Let $\operatorname O \left({n, k}\right)$ be the $n$th orthogonal group on $k$.

Let $\operatorname {SO} \left({n, k}\right)$ be the $n$th special orthogonal group on $k$.

Then $\operatorname {SO} \left({n, k}\right)$ is a subgroup of $\operatorname O \left({n, k}\right)$.


We have that Unit Matrix is Proper Orthogonal, so $\operatorname {SO} \left({n, k}\right)$ is not empty.

Let $\mathbf A, \mathbf B \in \operatorname {SO} \left({n, k}\right)$.
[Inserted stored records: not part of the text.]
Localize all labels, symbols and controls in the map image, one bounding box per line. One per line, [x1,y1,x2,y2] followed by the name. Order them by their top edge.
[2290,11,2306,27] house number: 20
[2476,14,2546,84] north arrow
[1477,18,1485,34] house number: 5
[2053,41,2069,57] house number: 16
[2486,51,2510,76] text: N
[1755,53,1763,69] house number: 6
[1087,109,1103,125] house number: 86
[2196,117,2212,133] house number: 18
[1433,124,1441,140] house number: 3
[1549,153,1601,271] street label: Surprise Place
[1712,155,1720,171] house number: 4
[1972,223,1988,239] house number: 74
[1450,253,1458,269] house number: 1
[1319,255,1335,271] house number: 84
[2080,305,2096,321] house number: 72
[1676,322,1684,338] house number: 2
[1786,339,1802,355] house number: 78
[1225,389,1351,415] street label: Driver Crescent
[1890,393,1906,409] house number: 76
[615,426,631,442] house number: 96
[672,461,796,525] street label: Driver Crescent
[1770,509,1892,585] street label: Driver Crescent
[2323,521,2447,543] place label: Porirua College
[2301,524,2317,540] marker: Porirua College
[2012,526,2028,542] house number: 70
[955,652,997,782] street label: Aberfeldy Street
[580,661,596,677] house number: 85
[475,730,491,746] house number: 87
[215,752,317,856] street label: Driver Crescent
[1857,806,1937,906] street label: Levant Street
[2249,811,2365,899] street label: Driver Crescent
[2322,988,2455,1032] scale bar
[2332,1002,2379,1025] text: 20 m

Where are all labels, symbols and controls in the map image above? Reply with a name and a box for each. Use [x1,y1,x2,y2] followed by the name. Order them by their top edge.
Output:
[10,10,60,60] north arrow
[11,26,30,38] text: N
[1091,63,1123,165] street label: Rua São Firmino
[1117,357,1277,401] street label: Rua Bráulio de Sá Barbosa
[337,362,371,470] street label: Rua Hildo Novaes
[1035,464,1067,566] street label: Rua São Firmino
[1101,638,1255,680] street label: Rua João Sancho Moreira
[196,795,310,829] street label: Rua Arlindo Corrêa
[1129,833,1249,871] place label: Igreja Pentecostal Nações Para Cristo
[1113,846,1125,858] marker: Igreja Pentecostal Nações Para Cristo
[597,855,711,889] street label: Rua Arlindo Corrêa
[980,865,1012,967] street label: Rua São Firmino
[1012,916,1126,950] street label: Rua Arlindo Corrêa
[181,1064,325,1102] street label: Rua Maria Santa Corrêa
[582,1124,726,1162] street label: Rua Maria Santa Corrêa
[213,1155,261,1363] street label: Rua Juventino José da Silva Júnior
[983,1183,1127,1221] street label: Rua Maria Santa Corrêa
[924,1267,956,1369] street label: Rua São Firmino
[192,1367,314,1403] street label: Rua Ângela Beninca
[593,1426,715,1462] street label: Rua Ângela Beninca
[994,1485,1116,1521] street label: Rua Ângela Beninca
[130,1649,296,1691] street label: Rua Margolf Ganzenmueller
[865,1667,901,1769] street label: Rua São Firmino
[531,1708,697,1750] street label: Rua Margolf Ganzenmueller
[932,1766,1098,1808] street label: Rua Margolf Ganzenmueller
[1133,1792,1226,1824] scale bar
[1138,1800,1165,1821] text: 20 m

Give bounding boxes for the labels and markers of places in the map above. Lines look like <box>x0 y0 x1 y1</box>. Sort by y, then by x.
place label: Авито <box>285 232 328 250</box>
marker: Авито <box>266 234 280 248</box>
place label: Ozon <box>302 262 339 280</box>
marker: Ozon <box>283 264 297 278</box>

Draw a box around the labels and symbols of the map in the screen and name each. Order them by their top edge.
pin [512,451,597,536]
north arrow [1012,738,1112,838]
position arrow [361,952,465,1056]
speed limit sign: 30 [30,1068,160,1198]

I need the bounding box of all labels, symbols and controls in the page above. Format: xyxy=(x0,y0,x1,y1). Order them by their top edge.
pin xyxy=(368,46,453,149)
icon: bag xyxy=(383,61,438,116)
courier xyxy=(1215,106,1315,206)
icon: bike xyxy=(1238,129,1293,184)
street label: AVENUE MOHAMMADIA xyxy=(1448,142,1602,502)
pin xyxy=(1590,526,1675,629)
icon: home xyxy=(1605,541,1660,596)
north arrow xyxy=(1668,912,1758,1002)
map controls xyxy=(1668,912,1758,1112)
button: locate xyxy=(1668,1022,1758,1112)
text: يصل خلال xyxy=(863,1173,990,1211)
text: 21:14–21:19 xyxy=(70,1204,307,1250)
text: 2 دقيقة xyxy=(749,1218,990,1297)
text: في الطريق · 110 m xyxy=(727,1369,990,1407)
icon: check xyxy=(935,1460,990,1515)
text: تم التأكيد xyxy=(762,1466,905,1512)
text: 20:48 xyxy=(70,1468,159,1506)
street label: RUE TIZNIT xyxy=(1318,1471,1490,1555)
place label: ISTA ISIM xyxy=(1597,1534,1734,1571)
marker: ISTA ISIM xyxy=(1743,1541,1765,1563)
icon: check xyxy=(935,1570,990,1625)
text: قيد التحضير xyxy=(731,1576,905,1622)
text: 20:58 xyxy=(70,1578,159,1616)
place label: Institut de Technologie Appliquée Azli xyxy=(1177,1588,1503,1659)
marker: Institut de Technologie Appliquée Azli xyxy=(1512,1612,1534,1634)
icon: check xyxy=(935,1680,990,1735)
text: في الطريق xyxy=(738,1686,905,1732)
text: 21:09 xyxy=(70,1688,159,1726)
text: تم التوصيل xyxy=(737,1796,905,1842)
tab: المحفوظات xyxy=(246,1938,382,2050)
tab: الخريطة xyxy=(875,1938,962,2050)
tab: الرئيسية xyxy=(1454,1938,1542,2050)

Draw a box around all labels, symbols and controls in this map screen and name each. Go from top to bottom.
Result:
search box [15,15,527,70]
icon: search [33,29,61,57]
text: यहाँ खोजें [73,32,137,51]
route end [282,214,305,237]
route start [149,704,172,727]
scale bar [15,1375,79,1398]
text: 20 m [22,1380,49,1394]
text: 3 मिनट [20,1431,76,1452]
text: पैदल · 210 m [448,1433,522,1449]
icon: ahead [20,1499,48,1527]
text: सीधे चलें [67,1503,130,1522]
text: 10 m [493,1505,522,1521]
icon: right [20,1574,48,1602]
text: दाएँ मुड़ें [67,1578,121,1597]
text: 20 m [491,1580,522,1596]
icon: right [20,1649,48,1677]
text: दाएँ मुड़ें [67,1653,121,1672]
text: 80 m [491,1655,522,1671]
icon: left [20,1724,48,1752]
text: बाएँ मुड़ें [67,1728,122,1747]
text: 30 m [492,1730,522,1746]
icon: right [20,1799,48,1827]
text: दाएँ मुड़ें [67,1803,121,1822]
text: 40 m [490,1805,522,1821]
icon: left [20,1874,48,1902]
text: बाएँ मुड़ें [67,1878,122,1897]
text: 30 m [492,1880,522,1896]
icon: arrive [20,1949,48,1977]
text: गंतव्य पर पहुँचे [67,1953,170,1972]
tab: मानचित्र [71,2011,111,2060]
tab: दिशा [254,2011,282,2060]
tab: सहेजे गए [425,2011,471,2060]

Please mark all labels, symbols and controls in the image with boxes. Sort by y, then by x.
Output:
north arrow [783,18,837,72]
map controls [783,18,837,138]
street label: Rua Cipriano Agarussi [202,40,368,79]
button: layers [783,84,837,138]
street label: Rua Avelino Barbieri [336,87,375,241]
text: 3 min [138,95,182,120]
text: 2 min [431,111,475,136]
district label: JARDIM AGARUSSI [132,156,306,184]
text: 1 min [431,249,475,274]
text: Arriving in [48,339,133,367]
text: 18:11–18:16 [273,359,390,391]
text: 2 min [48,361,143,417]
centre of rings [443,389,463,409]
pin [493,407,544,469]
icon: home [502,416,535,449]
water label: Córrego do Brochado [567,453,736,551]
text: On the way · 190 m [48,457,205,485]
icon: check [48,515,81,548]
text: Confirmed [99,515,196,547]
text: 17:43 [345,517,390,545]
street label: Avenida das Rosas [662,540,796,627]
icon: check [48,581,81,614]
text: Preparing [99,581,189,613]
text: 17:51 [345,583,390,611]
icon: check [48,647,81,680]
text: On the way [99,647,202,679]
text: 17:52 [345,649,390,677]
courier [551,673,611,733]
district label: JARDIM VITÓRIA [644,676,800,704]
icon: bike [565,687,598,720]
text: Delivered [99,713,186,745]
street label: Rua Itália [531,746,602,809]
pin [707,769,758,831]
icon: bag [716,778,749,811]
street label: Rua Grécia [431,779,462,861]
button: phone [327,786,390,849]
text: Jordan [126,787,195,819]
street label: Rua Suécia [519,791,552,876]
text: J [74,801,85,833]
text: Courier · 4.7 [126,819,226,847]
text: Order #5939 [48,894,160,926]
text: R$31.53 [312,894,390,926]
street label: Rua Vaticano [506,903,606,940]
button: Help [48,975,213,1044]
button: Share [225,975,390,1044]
Then, by definition, $\mathbf A$ and $\mathbf B$ are proper orthogonal.

Then by Inverse of Proper Orthogonal Matrix is Proper Orthogonal:

$\mathbf B^{-1}$ is a proper orthogonal matrix.

By Product of Proper Orthogonal Matrices is Proper Orthogonal Matrix:

$\mathbf A \mathbf B^{-1}$ is a proper orthogonal matrix.

Thus by definition of special orthogonal group:

$\mathbf A \mathbf B^{-1} \in \operatorname {SO} \left({n, k}\right)$

Hence the result by One-Step Subgroup Test.